From my father’s reaction to me asking to adopt the cat in the picture above, you would’ve thought I’d asked him to give up his life’s savings for me to fly me to the moon. Being a father, he was completely opposed to the idea of adding yet another dependent to our household.
“But Dad! Owning a cat only costs an extra $500 per year. That’s less than you spend on coffee all year,” I complained.
“What do you mean only $500? That $500 would be amortized in my 401K for decades. Don’t be wasteful!” he hammered back ready to start another much-needed lecture on how much money I frivolously wasted.
Though I didn’t understand when I was younger, this was a clear example of Confirmation Bias, a bias that commonly causes poor spending decisions. This cognitive bias occurs because we seek information that supports conclusions we wish or believe to be true and ignore information that doesn’t fit our views.
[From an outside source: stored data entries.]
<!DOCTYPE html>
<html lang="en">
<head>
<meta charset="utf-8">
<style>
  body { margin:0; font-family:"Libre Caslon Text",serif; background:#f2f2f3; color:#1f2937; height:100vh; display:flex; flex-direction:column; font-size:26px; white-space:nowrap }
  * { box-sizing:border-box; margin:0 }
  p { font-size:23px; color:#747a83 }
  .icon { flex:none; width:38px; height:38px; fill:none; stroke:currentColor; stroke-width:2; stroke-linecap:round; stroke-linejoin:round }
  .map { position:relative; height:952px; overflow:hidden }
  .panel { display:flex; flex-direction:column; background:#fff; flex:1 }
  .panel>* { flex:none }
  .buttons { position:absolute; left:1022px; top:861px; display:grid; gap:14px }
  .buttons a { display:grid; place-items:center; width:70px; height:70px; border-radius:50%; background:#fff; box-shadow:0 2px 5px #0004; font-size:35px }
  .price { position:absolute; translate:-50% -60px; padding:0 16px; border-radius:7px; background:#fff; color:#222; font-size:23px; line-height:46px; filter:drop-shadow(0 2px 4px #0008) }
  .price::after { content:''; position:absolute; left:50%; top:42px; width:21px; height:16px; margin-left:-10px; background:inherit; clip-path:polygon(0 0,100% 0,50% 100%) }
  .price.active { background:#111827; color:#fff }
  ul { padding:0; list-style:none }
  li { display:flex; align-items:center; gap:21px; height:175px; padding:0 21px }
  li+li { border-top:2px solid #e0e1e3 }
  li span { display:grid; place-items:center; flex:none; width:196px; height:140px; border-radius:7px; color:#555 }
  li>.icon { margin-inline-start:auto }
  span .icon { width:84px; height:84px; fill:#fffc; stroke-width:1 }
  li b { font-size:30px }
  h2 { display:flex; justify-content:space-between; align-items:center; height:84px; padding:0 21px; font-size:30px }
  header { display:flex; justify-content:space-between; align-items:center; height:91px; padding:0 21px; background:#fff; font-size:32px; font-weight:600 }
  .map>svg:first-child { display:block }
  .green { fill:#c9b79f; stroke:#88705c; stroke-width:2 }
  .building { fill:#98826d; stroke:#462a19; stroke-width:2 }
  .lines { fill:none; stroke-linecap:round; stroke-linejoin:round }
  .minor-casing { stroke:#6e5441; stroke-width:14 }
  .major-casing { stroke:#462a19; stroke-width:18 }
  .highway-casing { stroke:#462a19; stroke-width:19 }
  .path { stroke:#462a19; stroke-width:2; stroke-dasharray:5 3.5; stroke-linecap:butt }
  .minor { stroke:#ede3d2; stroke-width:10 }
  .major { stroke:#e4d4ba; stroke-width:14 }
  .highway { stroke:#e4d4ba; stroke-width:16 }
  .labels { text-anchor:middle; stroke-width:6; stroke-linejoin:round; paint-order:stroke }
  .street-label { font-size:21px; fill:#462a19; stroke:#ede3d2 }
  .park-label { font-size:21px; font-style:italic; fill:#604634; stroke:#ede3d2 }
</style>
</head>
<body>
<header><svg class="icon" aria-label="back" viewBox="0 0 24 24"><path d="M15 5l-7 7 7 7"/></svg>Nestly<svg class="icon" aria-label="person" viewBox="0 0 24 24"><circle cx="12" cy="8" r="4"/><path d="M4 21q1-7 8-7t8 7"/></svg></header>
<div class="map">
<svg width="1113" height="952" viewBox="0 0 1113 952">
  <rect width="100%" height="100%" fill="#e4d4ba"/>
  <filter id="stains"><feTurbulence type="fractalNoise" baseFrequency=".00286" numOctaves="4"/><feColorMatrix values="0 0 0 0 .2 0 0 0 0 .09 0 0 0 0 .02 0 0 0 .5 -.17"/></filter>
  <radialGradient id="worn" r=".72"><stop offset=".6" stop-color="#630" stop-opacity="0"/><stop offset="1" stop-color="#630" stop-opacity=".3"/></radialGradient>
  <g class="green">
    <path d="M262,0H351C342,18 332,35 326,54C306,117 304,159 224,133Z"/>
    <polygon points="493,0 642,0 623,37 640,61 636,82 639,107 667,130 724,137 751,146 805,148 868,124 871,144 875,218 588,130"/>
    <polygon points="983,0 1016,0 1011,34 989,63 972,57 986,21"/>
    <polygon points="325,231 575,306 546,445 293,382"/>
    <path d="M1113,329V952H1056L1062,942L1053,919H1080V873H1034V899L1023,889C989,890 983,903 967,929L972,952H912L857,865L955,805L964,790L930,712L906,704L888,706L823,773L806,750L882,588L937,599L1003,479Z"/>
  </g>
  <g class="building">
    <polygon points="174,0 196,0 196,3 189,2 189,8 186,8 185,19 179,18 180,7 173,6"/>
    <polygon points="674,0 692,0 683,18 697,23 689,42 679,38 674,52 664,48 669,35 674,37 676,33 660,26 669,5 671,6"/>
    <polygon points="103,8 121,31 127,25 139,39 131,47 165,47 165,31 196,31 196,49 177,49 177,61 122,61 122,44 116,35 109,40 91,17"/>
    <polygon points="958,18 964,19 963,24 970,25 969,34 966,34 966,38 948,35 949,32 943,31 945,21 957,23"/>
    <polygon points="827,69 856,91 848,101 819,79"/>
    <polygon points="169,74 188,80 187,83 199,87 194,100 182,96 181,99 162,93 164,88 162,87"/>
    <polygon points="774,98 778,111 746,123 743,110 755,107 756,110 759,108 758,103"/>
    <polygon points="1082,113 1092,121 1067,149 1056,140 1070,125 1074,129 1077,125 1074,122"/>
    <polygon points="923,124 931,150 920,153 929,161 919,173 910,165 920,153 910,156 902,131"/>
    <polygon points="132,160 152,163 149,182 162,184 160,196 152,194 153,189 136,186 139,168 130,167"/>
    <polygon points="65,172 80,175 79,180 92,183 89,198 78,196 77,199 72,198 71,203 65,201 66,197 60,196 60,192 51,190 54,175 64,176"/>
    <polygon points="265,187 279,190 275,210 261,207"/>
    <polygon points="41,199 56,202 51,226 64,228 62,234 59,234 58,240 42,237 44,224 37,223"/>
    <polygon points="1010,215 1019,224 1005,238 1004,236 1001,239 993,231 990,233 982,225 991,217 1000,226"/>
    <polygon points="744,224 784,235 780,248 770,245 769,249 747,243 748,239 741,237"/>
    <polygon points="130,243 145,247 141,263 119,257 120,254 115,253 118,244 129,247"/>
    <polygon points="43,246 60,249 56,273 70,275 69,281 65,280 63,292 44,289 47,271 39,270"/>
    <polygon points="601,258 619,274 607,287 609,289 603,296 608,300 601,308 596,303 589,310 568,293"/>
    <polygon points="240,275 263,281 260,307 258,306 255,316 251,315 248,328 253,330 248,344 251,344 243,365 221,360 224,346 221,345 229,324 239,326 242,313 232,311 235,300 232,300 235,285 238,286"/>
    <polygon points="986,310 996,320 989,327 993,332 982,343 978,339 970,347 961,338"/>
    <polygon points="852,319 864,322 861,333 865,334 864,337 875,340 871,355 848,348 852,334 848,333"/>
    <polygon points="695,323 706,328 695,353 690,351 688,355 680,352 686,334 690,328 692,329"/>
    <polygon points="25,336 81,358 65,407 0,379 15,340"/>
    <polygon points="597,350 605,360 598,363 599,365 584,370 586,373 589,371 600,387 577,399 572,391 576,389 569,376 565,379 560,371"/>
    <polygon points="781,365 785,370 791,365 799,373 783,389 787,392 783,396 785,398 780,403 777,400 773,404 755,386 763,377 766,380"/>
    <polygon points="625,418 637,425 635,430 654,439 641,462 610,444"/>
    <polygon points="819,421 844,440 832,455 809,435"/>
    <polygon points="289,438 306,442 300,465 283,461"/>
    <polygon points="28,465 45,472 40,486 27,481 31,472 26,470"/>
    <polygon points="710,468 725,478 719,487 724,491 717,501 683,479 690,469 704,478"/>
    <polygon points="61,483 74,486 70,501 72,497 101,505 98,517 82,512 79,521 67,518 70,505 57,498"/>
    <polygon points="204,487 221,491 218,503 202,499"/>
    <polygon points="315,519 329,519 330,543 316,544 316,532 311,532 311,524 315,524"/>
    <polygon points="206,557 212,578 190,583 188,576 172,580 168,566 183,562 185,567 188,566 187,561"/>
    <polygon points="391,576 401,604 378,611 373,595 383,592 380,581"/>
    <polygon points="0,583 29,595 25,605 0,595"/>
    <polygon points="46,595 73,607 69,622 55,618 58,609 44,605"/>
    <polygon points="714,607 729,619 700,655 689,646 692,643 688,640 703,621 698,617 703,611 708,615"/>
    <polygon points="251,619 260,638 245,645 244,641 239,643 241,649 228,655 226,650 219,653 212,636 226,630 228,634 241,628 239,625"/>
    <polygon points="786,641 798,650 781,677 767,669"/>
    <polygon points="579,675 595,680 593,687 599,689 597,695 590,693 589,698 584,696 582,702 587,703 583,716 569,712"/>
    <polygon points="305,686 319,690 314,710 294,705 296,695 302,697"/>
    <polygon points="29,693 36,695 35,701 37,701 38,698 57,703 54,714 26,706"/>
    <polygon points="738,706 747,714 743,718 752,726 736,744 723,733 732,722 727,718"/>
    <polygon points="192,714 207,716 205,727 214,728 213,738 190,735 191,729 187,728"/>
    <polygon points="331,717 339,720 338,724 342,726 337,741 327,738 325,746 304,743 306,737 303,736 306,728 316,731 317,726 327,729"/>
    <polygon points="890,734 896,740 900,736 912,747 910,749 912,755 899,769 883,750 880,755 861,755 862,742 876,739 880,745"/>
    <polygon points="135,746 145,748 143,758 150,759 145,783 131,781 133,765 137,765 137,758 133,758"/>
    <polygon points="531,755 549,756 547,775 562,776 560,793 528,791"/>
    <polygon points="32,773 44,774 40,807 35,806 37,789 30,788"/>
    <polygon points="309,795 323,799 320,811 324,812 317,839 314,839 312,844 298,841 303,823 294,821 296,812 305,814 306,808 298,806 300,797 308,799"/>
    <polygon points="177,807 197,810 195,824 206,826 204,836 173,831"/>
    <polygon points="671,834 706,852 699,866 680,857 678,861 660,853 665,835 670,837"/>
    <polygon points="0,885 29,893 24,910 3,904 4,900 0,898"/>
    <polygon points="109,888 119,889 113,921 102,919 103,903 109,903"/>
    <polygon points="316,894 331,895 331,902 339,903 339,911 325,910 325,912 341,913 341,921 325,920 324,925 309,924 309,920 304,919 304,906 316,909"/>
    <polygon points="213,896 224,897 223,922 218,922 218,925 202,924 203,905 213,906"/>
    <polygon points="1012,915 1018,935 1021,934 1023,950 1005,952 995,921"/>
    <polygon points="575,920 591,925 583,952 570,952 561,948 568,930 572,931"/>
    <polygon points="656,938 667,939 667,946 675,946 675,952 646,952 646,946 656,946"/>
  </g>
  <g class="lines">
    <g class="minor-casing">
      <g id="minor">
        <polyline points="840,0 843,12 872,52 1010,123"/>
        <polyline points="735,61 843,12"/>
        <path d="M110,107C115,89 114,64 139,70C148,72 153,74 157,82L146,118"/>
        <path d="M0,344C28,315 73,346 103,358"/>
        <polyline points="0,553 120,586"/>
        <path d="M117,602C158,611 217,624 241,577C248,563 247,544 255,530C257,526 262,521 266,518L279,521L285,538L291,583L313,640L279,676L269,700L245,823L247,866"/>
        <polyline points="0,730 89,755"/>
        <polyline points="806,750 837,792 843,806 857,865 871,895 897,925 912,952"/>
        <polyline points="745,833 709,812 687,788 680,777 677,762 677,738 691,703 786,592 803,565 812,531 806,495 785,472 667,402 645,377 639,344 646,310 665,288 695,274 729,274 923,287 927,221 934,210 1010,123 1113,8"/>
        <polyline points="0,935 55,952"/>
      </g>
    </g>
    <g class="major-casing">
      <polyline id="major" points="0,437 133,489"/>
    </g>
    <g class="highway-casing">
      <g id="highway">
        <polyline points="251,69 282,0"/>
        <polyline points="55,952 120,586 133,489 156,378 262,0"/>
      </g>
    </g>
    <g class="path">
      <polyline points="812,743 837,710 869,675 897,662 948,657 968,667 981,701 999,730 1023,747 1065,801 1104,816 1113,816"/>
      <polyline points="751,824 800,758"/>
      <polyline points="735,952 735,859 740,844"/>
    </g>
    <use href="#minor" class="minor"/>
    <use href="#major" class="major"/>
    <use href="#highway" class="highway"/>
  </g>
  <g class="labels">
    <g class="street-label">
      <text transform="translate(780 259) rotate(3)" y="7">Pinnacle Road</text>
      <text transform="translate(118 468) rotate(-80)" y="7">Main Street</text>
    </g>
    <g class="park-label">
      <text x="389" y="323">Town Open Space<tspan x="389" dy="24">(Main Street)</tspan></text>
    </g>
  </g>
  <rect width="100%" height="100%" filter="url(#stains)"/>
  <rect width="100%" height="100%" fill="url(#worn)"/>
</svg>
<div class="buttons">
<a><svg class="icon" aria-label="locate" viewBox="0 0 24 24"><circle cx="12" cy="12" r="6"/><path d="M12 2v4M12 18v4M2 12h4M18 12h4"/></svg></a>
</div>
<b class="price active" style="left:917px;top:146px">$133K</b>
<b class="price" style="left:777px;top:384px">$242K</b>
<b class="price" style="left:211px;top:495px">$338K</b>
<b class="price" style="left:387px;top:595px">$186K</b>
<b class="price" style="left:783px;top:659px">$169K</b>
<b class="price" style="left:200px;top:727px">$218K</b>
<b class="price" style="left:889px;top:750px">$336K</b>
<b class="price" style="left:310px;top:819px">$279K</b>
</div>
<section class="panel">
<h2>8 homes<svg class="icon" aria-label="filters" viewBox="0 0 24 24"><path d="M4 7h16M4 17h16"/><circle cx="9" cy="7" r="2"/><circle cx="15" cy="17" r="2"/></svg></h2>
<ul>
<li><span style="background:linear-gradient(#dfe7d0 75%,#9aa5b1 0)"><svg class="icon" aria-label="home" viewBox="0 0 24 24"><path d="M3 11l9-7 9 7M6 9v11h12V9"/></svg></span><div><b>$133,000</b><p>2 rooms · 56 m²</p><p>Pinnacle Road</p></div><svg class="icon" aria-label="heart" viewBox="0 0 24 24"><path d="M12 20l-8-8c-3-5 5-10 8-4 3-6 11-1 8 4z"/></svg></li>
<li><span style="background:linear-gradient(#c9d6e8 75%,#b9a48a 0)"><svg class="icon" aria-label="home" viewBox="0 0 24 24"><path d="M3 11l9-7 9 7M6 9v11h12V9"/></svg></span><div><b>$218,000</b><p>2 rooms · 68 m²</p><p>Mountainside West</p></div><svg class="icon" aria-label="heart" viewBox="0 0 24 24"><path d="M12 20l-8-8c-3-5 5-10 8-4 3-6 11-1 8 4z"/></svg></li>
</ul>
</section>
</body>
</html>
In short, we’re subconsciously biased and tend to be bad at being objective, even if we try not to be.
As shown in the graph above, Confirmation Bias translates into how we interpret objective information. When me and my father heard that it took around $500 per year to take care of a cat, we interpreted the same piece of information differently to prove our polar opposite points.
How can this affect your wallet? When it comes to choosing investments, Confirmation Bias can lead you to jump to conclusions and be either overly optimistic or pessimistic. If you’ve always wanted to invest in the tech industry, you’re likely to remember and read articles predicting promising growth and stating the benefits to investing in tech. However, wearing Confirmation Bias’ rose-tinted glasses won’t dismiss the potential for a decline in the tech industry. If you’re not aware of the effects that Confirmation Bias can have on you, you could jump into the risky investment without being prepared for any of the downfalls that were predicted in sources that lacked your recognition.
Let’s look at another example of how Confirmation Bias can cause poor decision behaviour. If you’re considering renting a flat in London, you might be researching “living in London” rather than “Should I move to London?”. In the first question, the assumption is made that you will be moving to London and the search will return articles by those who feel strongly towards living in London. The difference lies in the second question, which allows the exploration of not only advantages, but also disadvantages of living in London that may include the cost of living, weather, demographics, etc. This balance of information is necessary to make an informed decision on whether to move to London or not.
In both of these examples, it is important to notice that being aware of arguments that go against your desired outcome or perspective allows you to make the right decision and be prepared no matter what the outcome is. To look at information objectively, don’t just use your memory to recall information. See how the facts can support your argument and counterargument and find out how much your truth and opinion overlap.